YOUR TASK: Could you repeat the data word for word while skipping the pictures?

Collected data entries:
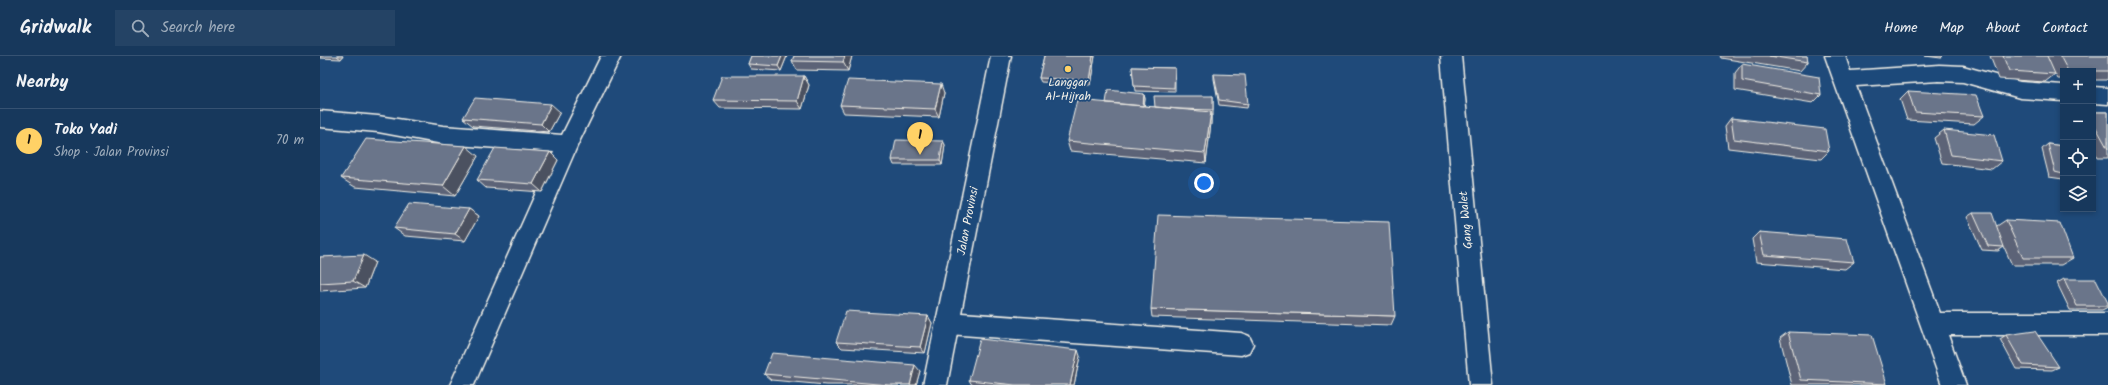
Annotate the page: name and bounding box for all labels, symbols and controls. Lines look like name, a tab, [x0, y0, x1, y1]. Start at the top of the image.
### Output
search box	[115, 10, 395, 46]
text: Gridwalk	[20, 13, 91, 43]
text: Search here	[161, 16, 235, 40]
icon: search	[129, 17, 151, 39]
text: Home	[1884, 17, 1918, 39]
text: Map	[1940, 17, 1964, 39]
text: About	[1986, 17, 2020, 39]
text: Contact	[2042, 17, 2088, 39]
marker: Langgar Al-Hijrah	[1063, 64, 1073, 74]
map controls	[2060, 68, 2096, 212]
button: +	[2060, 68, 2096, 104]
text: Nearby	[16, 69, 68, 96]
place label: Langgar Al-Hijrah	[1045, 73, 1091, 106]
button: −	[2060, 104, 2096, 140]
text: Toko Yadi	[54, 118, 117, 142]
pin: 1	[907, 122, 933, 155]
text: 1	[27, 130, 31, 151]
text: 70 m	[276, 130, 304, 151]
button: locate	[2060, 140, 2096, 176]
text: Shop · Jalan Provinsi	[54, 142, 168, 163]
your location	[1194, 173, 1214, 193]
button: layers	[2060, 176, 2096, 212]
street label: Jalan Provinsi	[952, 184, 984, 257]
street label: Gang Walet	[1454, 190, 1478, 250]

ANSWER TO THIS EXERCISE:
Annotate the page: name and bounding box for all labels, symbols and controls. Lines look like name, a tab, [x0, y0, x1, y1]. Start at the top of the image.
### Output
search box	[115, 10, 395, 46]
text: Gridwalk	[20, 13, 91, 43]
text: Search here	[161, 16, 235, 40]
icon: search	[129, 17, 151, 39]
text: Home	[1884, 17, 1918, 39]
text: Map	[1940, 17, 1964, 39]
text: About	[1986, 17, 2020, 39]
text: Contact	[2042, 17, 2088, 39]
marker: Langgar Al-Hijrah	[1063, 64, 1073, 74]
map controls	[2060, 68, 2096, 212]
button: +	[2060, 68, 2096, 104]
text: Nearby	[16, 69, 68, 96]
place label: Langgar Al-Hijrah	[1045, 73, 1091, 106]
button: −	[2060, 104, 2096, 140]
text: Toko Yadi	[54, 118, 117, 142]
pin: 1	[907, 122, 933, 155]
text: 1	[27, 130, 31, 151]
text: 70 m	[276, 130, 304, 151]
button: locate	[2060, 140, 2096, 176]
text: Shop · Jalan Provinsi	[54, 142, 168, 163]
your location	[1194, 173, 1214, 193]
button: layers	[2060, 176, 2096, 212]
street label: Jalan Provinsi	[952, 184, 984, 257]
street label: Gang Walet	[1454, 190, 1478, 250]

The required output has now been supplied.